Originally Demotic wsjr-ḥp, ("Osiris-Apis"), the name of the deity is derived from the syncretic worship of Osiris and the bull Apis as a single deity under the Egyptian name wsjr-ḥp. This name was later written in Coptic as ⲟⲩⲥⲉⲣϩⲁⲡⲓ Userhapi; Greeks sometimes used an uncommon form Sorapis (Koinē Greek: Σόραπις), slightly closer to the Egyptian name(s).

The earliest mention of a "Sarapis" occurs in the disputed death scene of Alexander (323 BCE),[6] but it is something of a mixup: The unconnected Babylonian god Ea (Enki) was titled Šar Apsi, meaning "king of the Apsu" or "the watery deep",[b] and Ea as Šar Apsi seems to be the deity intended in the description of Alexander's death. Since this "Sarapis" had a temple at Babylon, and was of such importance that only Sarapis is named as being consulted on behalf of the dying king, Sarapis of Babylon appears to have radically altered perceptions of mythologies in the post-Alexandrian era. His significance to the Hellenic psyche, due to the mention in the story of Alexander's death, may have also contributed to the choice of the similar-sounding Osiris-Apis as the chief Ptolemaic god, even if the Ptolemies understood that they were different deities.

 
Bronze votive tablet inscribed to Serapis (2nd century)

Sarapis (Σάραπις, earlier form) was the most common form in Ancient Greek until Roman times, when Serapis (Koinē Greek: Σέραπις, later form) became common.[8][c][10]

A serapeum (Koinē Greek: σεραπεῖον serapeion) was any temple or religious precinct devoted to Serapis.

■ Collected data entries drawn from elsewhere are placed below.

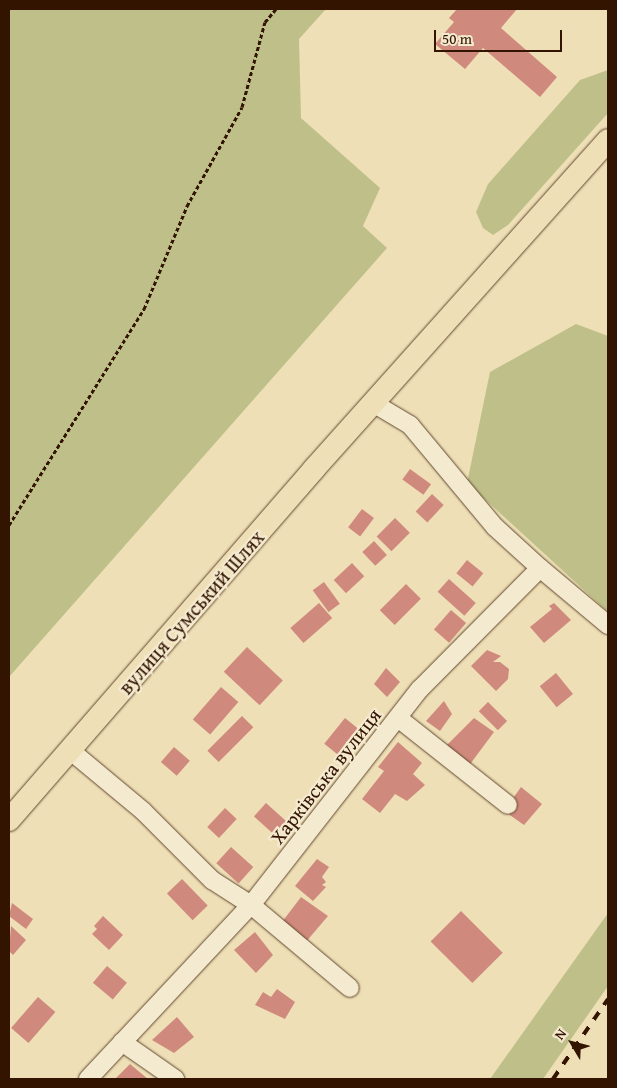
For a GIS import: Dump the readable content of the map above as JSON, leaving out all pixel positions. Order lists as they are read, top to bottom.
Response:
{
  "streets": {
    "main road": ["вулиця Сумський Шлях"],
    "street": ["Харківська вулиця"]
  },
  "scale_bar": "50 m",
  "north": "top left"
}
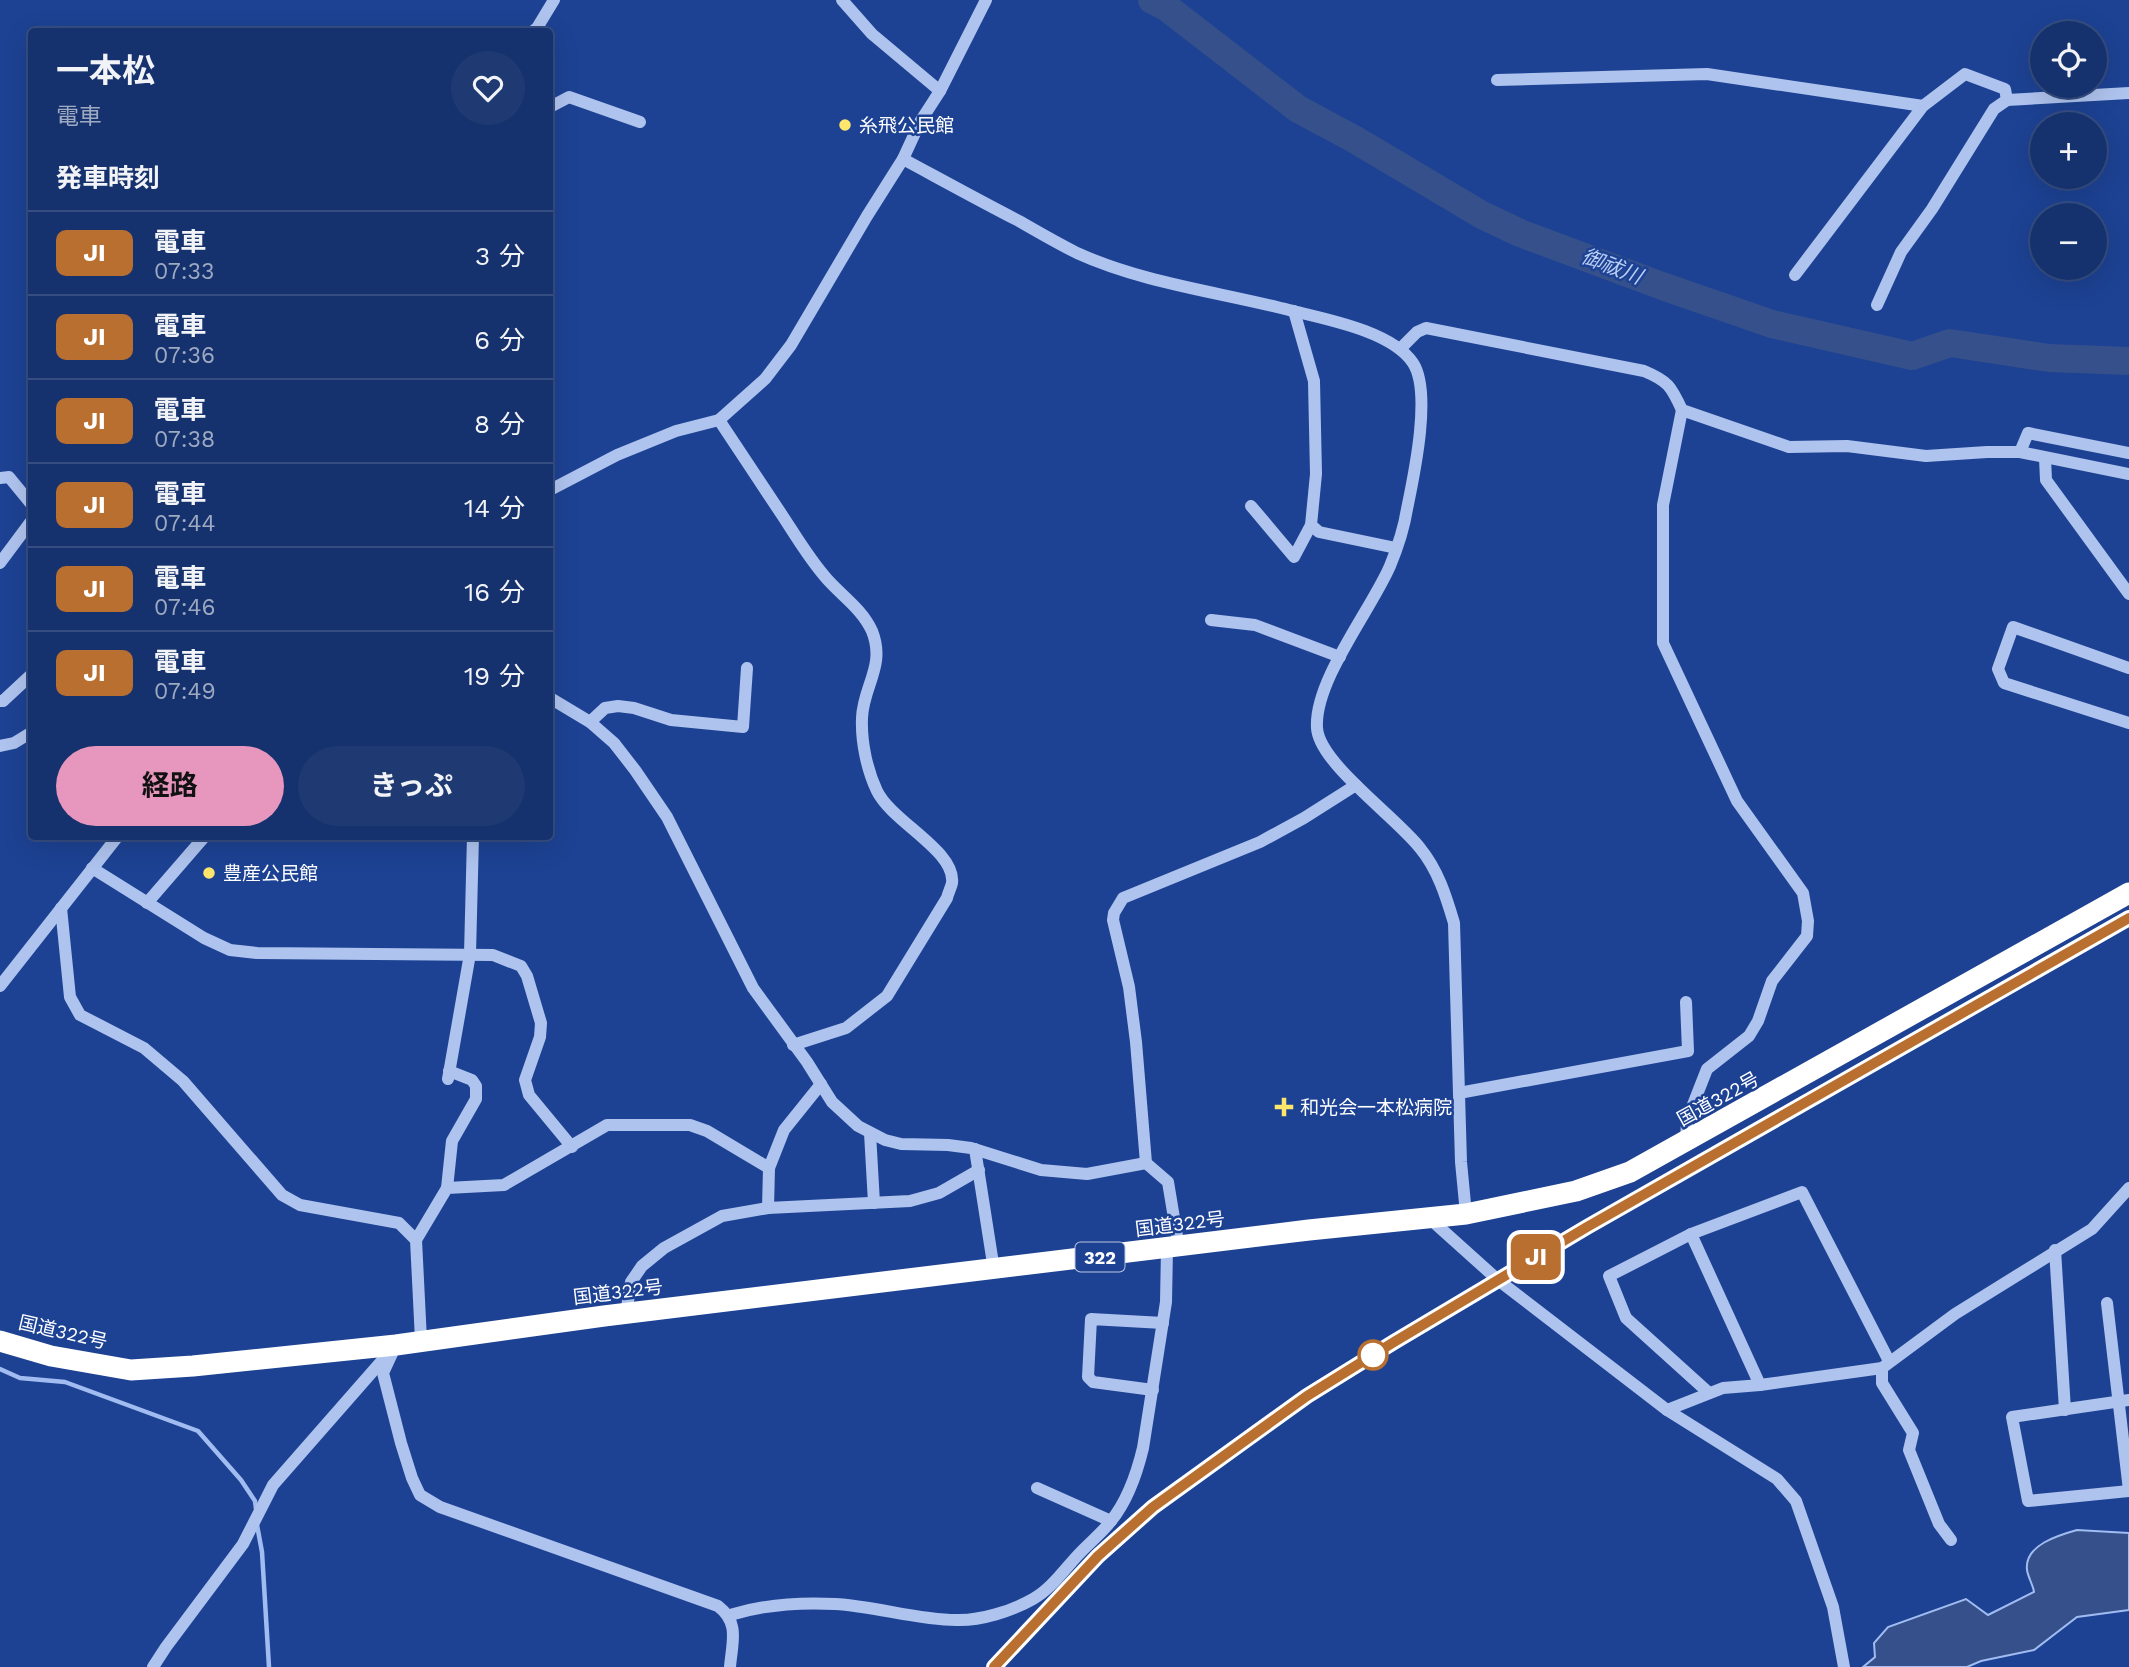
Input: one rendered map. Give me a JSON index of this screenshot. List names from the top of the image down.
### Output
{
  "streets": {
    "highway": ["国道322号", "322"]
  },
  "water": ["御祓川"],
  "places": {
    "other": ["糸飛公民館", "豊産公民館"],
    "health": ["和光会一本松病院"]
  },
  "page": {
    "on_map": "JI",
    "map_buttons": ["+", "−"],
    "heading": [
      ["一本松", "電車"],
      "発車時刻"
    ],
    "list": [
      {
        "mark": "JI",
        "name": "電車",
        "note": "07:33",
        "value": "3 分"
      },
      {
        "mark": "JI",
        "name": "電車",
        "note": "07:36",
        "value": "6 分"
      },
      {
        "mark": "JI",
        "name": "電車",
        "note": "07:38",
        "value": "8 分"
      },
      {
        "mark": "JI",
        "name": "電車",
        "note": "07:44",
        "value": "14 分"
      },
      {
        "mark": "JI",
        "name": "電車",
        "note": "07:46",
        "value": "16 分"
      },
      {
        "mark": "JI",
        "name": "電車",
        "note": "07:49",
        "value": "19 分"
      }
    ],
    "buttons": ["経路", "きっぷ"]
  }
}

The most renowned serapeum was in Alexandria.[d]

Serapis cult history edit

There is evidence that the cult of Serapis existed before the Ptolemies came to power in Alexandria: a temple of Serapis in Egypt is mentioned in 323 BCE by both Plutarch[12] and Arrian.[13]

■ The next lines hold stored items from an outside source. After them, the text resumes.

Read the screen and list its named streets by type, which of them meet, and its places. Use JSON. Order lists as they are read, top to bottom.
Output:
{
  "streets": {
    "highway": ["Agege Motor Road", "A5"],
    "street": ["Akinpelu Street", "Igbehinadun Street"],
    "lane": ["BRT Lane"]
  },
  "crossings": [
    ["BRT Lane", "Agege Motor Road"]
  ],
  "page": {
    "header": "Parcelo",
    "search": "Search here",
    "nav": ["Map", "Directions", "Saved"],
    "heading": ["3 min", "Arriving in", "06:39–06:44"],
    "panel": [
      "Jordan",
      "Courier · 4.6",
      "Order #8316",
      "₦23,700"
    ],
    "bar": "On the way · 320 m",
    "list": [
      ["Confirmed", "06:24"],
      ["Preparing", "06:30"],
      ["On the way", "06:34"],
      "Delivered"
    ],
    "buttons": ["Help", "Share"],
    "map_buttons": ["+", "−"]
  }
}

Ptolemy I Soter made efforts to integrate his new Egyptian subject's religions with that of their Hellenic rulers. Ptolemy's project was to find a deity that would win the reverence of both groups alike, despite the curses the Egyptian priests had chanted against the gods of the previous foreign rulers (e.g. Set, who was lauded by the Hyksos).[e] The common assertion that Ptolemy "created" the deity is derived from sources which describe him erecting a statue of Serapis in Alexandria.[5]

 
High cleric of the cult of Serapis, Altes Museum, Berlin

According to Plutarch, Ptolemy stole the cult statue from Sinope in Asia Minor, having been instructed in a dream by the "unknown god" to bring the statue to Alexandria, where the statue was pronounced to be Serapis by two religious experts. One of the experts was of the Eumolpidae, the ancient family from whose members the hierophant of the Eleusinian Mysteries had been chosen since before history, and the other was the scholarly Egyptian priest Manetho, which gave weight to the judgement both for the Egyptians and the Greeks.

Plutarch may not be correct, however, as some Egyptologists allege that the "Sinope" in the tale is really the hill of Sinopeion, a name given to the site of the already existing Serapeum at Memphis. Also, according to Tacitus, Serapis (i.e., Apis explicitly identified as Osiris in full) had been the god of the village of Rhakotis before it expanded into the great capital of Alexandria.

With his (i.e. Osiris's) wife Isis, and their son Horus (in the form of Harpocrates), Serapis won an important place in the Greek world. In his 2nd-century CE Description of Greece, Pausanias notes two Serapeia on the slopes of Acrocorinth above the rebuilt Roman city of Corinth, and one at Copae in Boeotia.[14]

Serapis figured among the international deities whose cult was received and disseminated throughout the Roman Empire, with Anubis sometimes identified with Cerberus. At Rome, Serapis was worshiped in the Iseum Campense, the sanctuary of Isis built during the Second Triumvirate in the Campus Martius. The Roman cults of Isis and Serapis gained in popularity late in the 1st century when Vespasian experienced events he attributed to their miraculous agency while he was in Alexandria, where he stayed before returning to Rome as emperor in 70 CE. From the Flavian Dynasty on, Serapis was one of the deities who might appear on imperial coinage with the reigning emperor.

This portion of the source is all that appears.